You've already put more thought into it than the people that made it!
 

donaldtoo

Well-Known Member
That tracks. It's like they only aimed to make Better Zoogether about as entertaining as memorable as some random kids' video on YouTube. Thus, it isn't going to resonate with anyone.



You've already put more thought into it than the people that made it!

Yea, I watched another video again just to make sure I wasn’t missing anything…still crap, IMO, but… ;)

IMG_5672.gif
 

HMF

Well-Known Member
A part of me thinks this might be a bit of a microcosm for some of the future challenges facing Disney. Certainly there’s a longstanding tradition of each generation looking at the creative output of younger generations and thinking it’s crap, or immoral, or vapid, and so on
It really is apparent that brand loyalty among Gen Z and after for Disney is not that great, not that I blame them considering the greed and stupidity of the Iger era.
 

DisneyHead123

Well-Known Member
It really is apparent that brand loyalty among Gen Z and after for Disney is not that great, not that I blame them considering the greed and stupidity of the Iger era.

Yeah, I certainly understand why Disney would want to reach out to Gen Z and Alpha, although I have no idea if Zoogether is appealing to those generations or not.

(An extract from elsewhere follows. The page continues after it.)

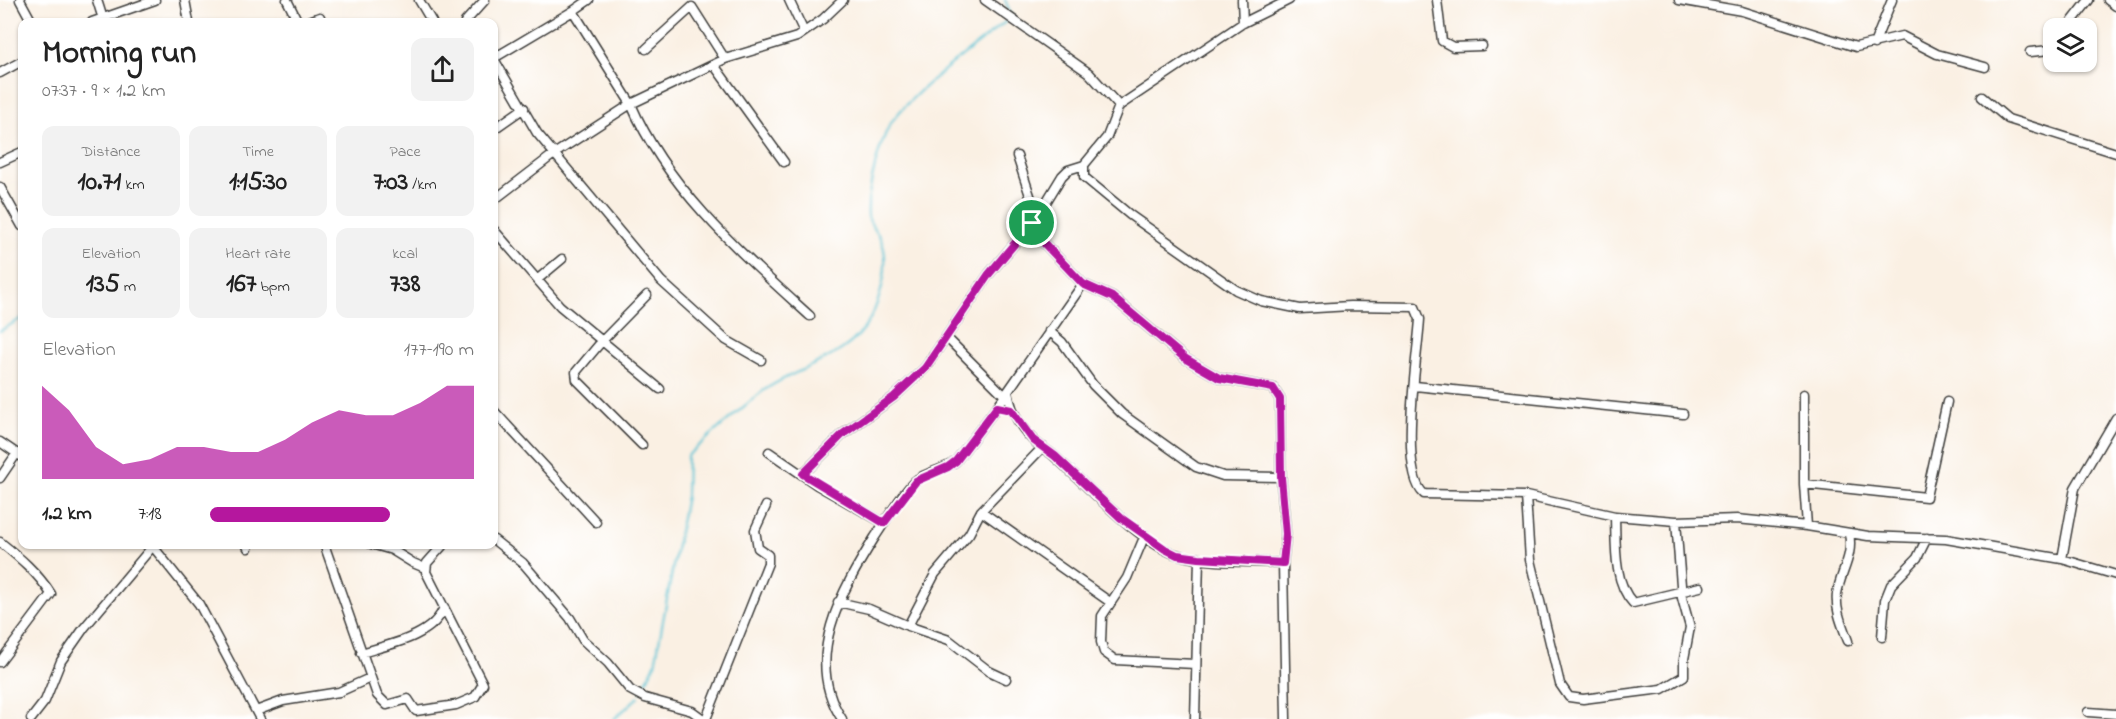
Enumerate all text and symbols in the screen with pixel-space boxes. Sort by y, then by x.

Side note, the younger generations often get flak for being different from older ones. While it is true that Gen Alpha seems to have a fairly short attention span, I feel like they also tend towards deep fascination with things in a way that makes them natural fandom types. I feel like the tricky thing is that their interests are all over the place, it’s not like back in the day when Disney was one of the very few things available to watch on television. Disney did such a great job evolving to appeal to Millennials, I’ll be curious to see how it goes with these next generations.
 

Tom Morrow

Well-Known Member
Guys, I dunno. Disney, at its best, makes attractions that are cool for all ages and all generations. ITTBAB was cool even for people who didn’t want to watch kid-oriented cartoony stuff because it was a presentation that did bold things that are thrilling for everyone and didn’t have a cloying, infantilizing tone. Kids do know when they are being patronized and talked down to.
 

HMF

Well-Known Member
Guys, I dunno. Disney, at its best, makes attractions that are cool for all ages and all generations. ITTBAB was cool even for people who didn’t want to watch kid-oriented cartoony stuff because it was a presentation that did bold things that are thrilling for everyone and didn’t have a cloying, infantilizing tone. Kids do know when they are being patronized and talked down to.
"You are dead if you only aim for kids. Adults are just kids grown up anyway."-Walt Disney.